* Data records:
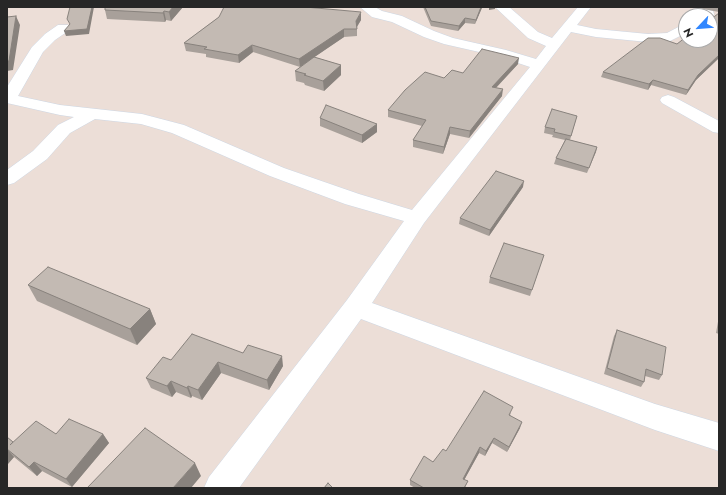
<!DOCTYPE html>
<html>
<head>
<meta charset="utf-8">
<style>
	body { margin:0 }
	#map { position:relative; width:726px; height:495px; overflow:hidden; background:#ecded7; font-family:Jost,sans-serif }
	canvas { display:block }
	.frame { position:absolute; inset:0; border:8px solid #272727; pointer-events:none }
	.north { position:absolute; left:678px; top:8px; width:40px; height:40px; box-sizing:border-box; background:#fff; border:1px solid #a9a9a9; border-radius:50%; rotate:244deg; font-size:11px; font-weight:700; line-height:16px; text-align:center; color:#272727 }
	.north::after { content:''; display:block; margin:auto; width:14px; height:18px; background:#3187ff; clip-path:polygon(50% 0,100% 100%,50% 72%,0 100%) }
</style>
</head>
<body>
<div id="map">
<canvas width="726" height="495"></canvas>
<div class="frame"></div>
<div class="north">N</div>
</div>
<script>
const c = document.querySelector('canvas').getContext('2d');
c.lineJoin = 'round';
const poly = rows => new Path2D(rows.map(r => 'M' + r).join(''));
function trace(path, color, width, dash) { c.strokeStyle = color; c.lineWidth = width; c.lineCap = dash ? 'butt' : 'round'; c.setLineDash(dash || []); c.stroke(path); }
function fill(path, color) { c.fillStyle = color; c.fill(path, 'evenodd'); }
const minor = poly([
	[360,7,375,7,382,11,402,16,434,31,453,38,506,50,536,59,546,46,528,38,495,7,509,7,538,32,552,38,578,7,591,7,577,25,596,29,648,34,667,33,686,23,686,33,670,41,648,42,596,37,571,32,424,223,372,303,655,404,719,423,719,451,655,430,361,319,239,488,204,488,209,477,347,300,404,221,345,204,270,176,172,133,141,124,95,119,70,133,47,159,14,183,7,185,7,170,33,151,58,125,74,117,60,115,7,103,7,87,32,47,45,34,58,25,68,25,70,28,68,31,55,40,43,52,18,96,60,105,142,114,184,125,284,168,359,194,412,210,530,67,497,56,444,44,424,37,392,22,372,17,360,7],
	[708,10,713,11,714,14,713,17,710,18,710,16,697,16,699,13,708,10],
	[668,95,674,97,719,121,719,133,713,132,662,103,660,100,662,97,668,95]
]);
trace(minor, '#ccd6e3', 1);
fill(minor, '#fff');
fill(poly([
	[183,7,171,21,166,20,165,22,107,19,105,10],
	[423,7,482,7,475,24,465,23,458,31,431,26],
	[693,7,719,7,719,12],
	[719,13,719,58,696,80,686,95,651,85,648,90,601,77,603,72,677,44],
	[219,17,361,20,357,27,357,36,344,37,314,57,341,65,341,75,324,91,305,85,304,83,296,81,295,71,312,59,300,67,253,52,239,63,206,57,206,54,186,51,184,43],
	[518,64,496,88,502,96,469,138,450,134,443,154,413,147,413,140,422,126,388,117,388,110,463,73],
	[577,116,570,140,597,147,587,173,554,164,556,158,565,140,552,137,553,135,544,133,545,127],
	[320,118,377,124,377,132,362,143,320,126],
	[523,187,489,236,459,224,460,218],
	[544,255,530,296,489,283,490,277],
	[28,285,150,309,156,324,137,345,37,301],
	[719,316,719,334,716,333],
	[617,330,662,375,659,380,645,376,644,382,641,387,604,374,614,336],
	[243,353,283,366,269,390,221,373,202,400,192,396,191,398,176,392,172,397,151,388,146,378,171,360],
	[511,413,510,415,520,428,507,452,492,443,485,456,479,453,464,480,468,481,465,488,415,488,410,485,410,480,446,451],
	[56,434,103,434,109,443,72,487,42,471,37,476,14,457,7,465,7,437,13,442]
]), '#a8a09a');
fill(poly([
	[92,7,94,7,89,34,66,36,64,31],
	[173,7,183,7,171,21,169,12],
	[481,7,482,7,482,8,475,24,476,20],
	[489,7,495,7,495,9,489,10],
	[164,11,166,20,165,22,163,13],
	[361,12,361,20,356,28,356,21],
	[16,16,20,25,13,70,7,71,7,61],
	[465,18,465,23,458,31,459,26],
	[344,29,344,37,300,67,299,59],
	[252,45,253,52,239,63,238,55],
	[719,55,719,58,696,80,686,95,688,90,698,75],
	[519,58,518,64,491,93,492,87],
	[341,65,341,75,324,91,323,81],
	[653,80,651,85,648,90,649,84],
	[503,89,502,96,469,138,470,131],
	[377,124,377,132,362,143,362,135],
	[450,127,450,134,443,154,444,147],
	[597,147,596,152,587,173,589,168],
	[524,181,523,187,489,236,490,230],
	[150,309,156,324,137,345,130,329],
	[282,356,283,366,269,390,267,380],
	[218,362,221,373,202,400,198,390],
	[171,381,176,392,172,397,167,386],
	[188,386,192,396,191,398,187,388],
	[522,422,520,428,507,452,509,447],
	[103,434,109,443,72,487,66,479],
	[494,438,492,443,485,456,486,451],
	[480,447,479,453,462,484,463,479],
	[7,449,14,457,7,465],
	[34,462,42,471,37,476,29,467],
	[195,463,201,476,191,488,173,488]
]), '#88827d');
const building = poly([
	[70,7,92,7,87,29,64,31,70,24,67,19,70,7],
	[105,7,173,7,169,12,164,11,163,13,105,10,105,7],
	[224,7,305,7,361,12,356,21,357,29,344,29,299,59,252,45,238,55,204,49,207,47,184,43,219,17,224,7],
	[425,7,481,7,476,20,465,18,459,26,431,21,425,7],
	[719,13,719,55,698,75,688,90,653,80,649,84,603,72,648,38,660,38,677,44,686,37,686,40,710,40,710,20,719,13],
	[16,16,9,61,7,61,7,17,16,16],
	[482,49,519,58,492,87,503,89,470,131,450,127,444,147,413,140,426,120,388,110,405,90,425,72,444,78,452,70,463,73,482,49],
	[314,57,341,65,323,81,304,75,306,74,295,71,314,57],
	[326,105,377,124,362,135,320,118,326,105],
	[552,109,577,116,571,136,554,132,555,129,545,127,552,109],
	[566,139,597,147,589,168,556,158,566,139],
	[496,171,524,181,490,230,460,218,496,171],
	[504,243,544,255,532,290,490,277,504,243],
	[48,267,150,309,130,329,28,285,48,267],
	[617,330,666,347,662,375,646,369,644,382,607,368,617,330],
	[192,334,243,353,248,345,282,356,267,380,218,362,198,390,188,386,187,388,171,381,167,386,146,378,163,357,171,360,192,334],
	[484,391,513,407,509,415,522,422,509,447,494,438,486,451,480,447,463,479,468,481,464,488,424,488,410,480,424,456,433,462,443,449,446,451,484,391],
	[69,419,103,434,66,479,34,462,29,467,7,449,7,437,13,442,10,445,36,421,56,434,69,419],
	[145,428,195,463,173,488,87,488,145,428],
	[328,483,333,488,324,488,328,483]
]);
fill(building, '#c3bab3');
trace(building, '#88827d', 1);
</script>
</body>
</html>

* What the task requires:
Could you copy out every line in the listing where the word "canvas" appears?

* Result of this exercise:
	canvas { display:block }
<canvas width="726" height="495"></canvas>
const c = document.querySelector('canvas').getContext('2d');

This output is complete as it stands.